An important caveat is that the mechanisms of natural selection and selection relaxation (PME) apply only to traits such as skin-color, tooth size, and tooth morphology that have functional or adaptive significance for humans. One of Brace’s more genetically sophisticated former students, Ken Weiss, says:
I think the PME stands in principle, but it is not clear how to evaluate the effects or nature of relaxed selection, and some biologists still resist thinking of any aspect of DNA being free of selection...Anthropologists still have a rather simplistic notion of selection, derived from the Modern Synthesis without much serious consideration of the complexity of genetic control that has been discovered in the recent decade or two.
Brace, of course, concurs, as illustrated by his observation that not all anthropological data, either biological or cultural, can be tied to the operation of selective forces. Although, like Darwin, he recognizes that non-adaptive traits (such as certain aspects of craniofacial form) exist and may even have evolved relatively quickly as a result of neutral mutations, he has focused a good deal of research on the study of clinal distributions of adaptive traits.
There are no races, only clines
As noted above, one of the big attractions that U of M held for Brace was the presence of another physical anthropologist, Frank Livingstone, who championed clinal analyses of human variation. The word “cline” derives from the Greek word for slope and, in studies of variation, refers to a gradient in the expression of a trait across geographical regions. To quote Brace (2000a:22–23):
Quite simply, a trait that is under selective force control will grade without break from one region to another, responding only to the change in intensity of the selective force that controls its expression. The most obvious such instance is skin color. The skin pigment melanin is at a maximum near the equator where the ultraviolet component of sunlight is at its most intense. Melanin prevents the penetration of cancer-inducing ultraviolet rays, and it grades off to the north and south, with that reduction being in proportion to the distance away from the tropics and to the length of time the population in question has remained at the latitude where it is found today... Human traits that are distributed as separate and independent clines clearly show the effects of the distribution of the relevant selective forces. Skin color has one pattern of distribution, hemoglobin variants display a different one, the ABO blood group system yet another one, and tooth size has a gradient that cuts across all the others. And the pattern—gestalt—made by their intersections has no meaning in and of itself.

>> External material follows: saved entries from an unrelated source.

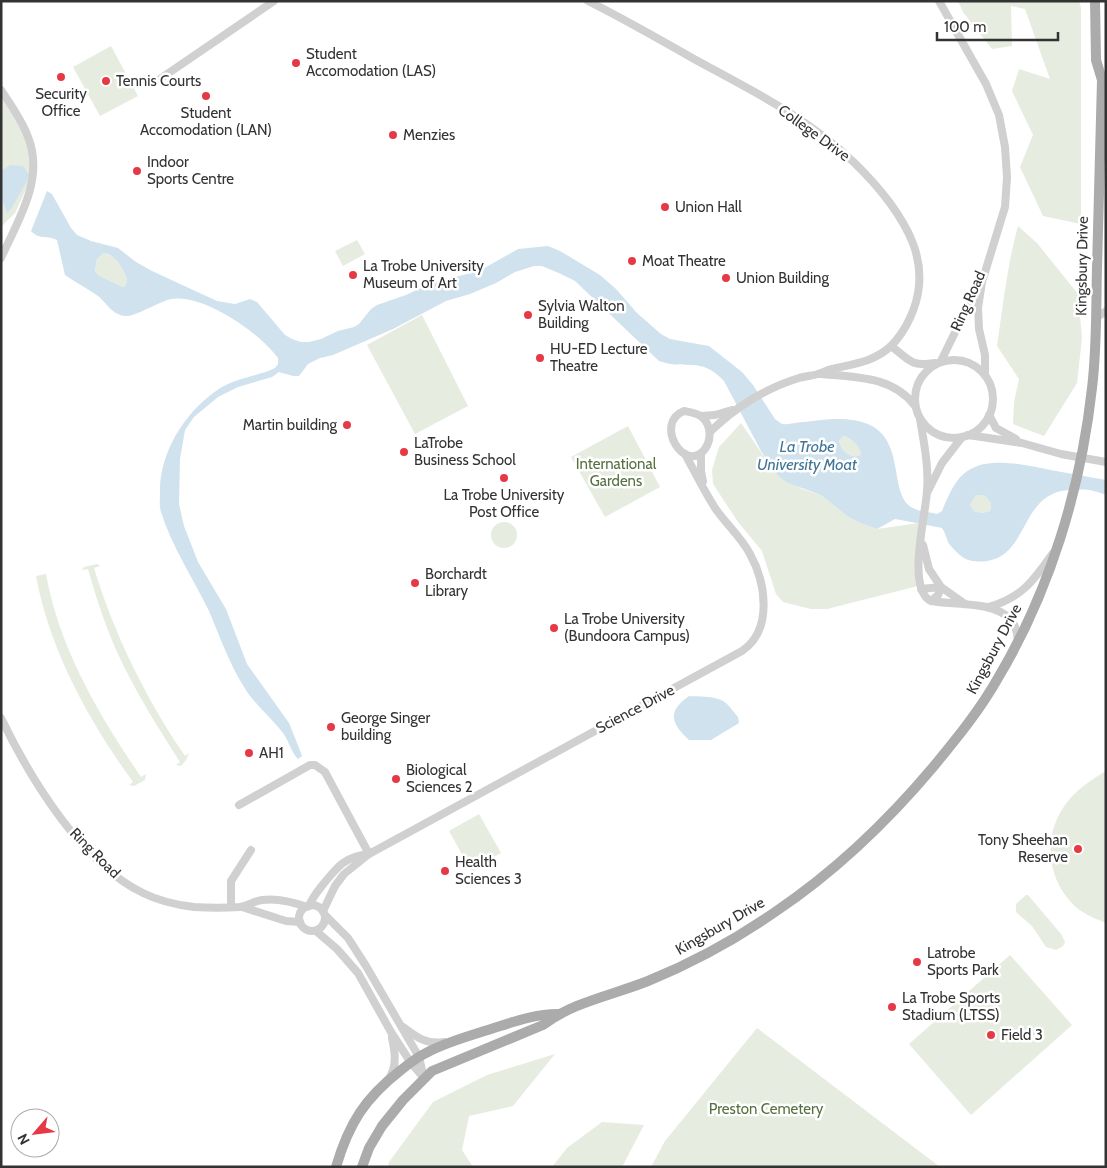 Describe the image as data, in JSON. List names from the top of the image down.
{
  "streets": {
    "main road": ["Kingsbury Drive"],
    "street": ["College Drive", "Ring Road", "Science Drive"]
  },
  "crossings": [
    ["College Drive", "Ring Road"],
    ["College Drive", "Science Drive"],
    ["Ring Road", "Science Drive"]
  ],
  "water": ["La Trobe University Moat"],
  "parks": ["International Gardens", "Preston Cemetery"],
  "places": [
    "Student Accomodation (LAS)",
    "Security Office",
    "Tennis Courts",
    "Student Accomodation (LAN)",
    "Menzies",
    "Indoor Sports Centre",
    "Union Hall",
    "Moat Theatre",
    "La Trobe University Museum of Art",
    "Union Building",
    "Sylvia Walton Building",
    "HU-ED Lecture Theatre",
    "Martin building",
    "LaTrobe Business School",
    "La Trobe University Post Office",
    "Borchardt Library",
    "La Trobe University (Bundoora Campus)",
    "George Singer building",
    "AH1",
    "Biological Sciences 2",
    "Tony Sheehan Reserve",
    "Health Sciences 3",
    "Latrobe Sports Park",
    "La Trobe Sports Stadium (LTSS)",
    "Field 3"
  ],
  "scale_bar": "100 m",
  "north": "bottom left"
}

Certain other traits, such as lower arm and leg proportions, and length and elevation of the nose, are also distributed in a graded fashion that reflects the extent of the selective forces that influence their appearance. In fact, Brace has identified only one trait that is clearly of major adaptive significance but which does not show a distribution graded with the intensity of its selective force, namely intelligence. He reasons that intelligence lacks a clinal distribution and is similar in all human groups because the selective forces that shaped it were essentially identical during the two million years that Homo is known to have existed. Having focused much of his career on clarifying human variation by identifying and analyzing human clines (Brace 1964a, 1996, 2005), Brace demonstrated that gradients of adaptive features such as skin color and nasal form are independent of each other and that, therefore, these features should not be used (as they have been) to classify populations. He also showed that other kinds of features that do cluster in geographical regions originated and became prevalent by chance (due to random genetic drift) and are without adaptive significance, and that:
It is by an appraisal of features such as these that we can recognize the portion of the world to which the ancestors of a given person are likely to have belonged...It would be a mistake to say that this is just another name for “race,” since nothing held in common by the members of any cluster allows us to say anything about the adaptations of its components. The only thing that ties members of a given cluster together is the common inheritance of traits of no adaptive value whatsoever. [Brace 2000a:316–317]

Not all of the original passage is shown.